─── Material to process

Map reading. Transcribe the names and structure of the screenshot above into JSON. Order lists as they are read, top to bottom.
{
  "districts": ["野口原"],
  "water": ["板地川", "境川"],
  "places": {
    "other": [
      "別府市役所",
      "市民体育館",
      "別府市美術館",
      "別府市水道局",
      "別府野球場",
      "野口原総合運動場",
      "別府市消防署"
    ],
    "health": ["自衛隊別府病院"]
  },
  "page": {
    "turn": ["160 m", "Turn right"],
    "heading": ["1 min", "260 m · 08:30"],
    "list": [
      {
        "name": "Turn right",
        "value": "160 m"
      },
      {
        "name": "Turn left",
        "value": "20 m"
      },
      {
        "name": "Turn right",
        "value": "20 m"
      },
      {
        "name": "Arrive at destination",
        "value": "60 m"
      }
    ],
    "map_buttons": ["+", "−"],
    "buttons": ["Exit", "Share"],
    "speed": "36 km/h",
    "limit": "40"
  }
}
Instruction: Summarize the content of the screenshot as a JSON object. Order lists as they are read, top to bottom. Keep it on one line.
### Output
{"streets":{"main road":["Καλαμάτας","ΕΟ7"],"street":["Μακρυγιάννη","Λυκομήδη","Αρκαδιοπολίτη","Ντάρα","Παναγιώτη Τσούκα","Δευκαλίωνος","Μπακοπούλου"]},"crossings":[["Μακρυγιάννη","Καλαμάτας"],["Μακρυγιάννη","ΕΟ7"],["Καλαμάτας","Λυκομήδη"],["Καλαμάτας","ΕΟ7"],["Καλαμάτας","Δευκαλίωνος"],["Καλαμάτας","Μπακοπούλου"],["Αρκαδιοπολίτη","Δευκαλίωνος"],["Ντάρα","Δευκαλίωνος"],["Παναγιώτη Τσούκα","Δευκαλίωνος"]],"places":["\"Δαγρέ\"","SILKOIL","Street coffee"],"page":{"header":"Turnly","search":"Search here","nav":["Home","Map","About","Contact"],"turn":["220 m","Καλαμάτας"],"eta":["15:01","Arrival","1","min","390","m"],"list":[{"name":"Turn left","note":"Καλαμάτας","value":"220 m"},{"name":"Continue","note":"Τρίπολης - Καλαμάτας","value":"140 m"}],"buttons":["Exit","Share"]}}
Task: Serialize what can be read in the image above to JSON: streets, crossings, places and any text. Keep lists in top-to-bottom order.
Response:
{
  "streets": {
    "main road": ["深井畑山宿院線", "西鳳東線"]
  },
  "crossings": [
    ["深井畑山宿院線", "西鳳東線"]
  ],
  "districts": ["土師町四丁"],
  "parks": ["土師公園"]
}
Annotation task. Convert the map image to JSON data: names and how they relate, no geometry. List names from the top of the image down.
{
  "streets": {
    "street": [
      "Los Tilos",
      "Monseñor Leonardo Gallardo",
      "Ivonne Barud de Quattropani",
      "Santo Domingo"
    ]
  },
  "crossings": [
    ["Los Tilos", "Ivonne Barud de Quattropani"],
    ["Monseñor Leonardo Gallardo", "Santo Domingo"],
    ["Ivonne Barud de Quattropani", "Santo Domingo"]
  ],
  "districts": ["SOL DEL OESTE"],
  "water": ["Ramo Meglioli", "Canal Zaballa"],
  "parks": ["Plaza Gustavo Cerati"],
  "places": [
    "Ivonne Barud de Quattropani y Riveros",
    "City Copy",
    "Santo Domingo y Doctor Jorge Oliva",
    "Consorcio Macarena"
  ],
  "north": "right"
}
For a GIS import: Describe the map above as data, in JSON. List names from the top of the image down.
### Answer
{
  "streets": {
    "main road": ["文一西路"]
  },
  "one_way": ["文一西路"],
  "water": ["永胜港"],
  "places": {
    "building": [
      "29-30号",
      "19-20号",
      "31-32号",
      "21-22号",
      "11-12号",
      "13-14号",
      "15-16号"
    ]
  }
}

──────

* [Task prompt]
Give only the count of lines in the data that include the string "Keep".

* [Task result]
2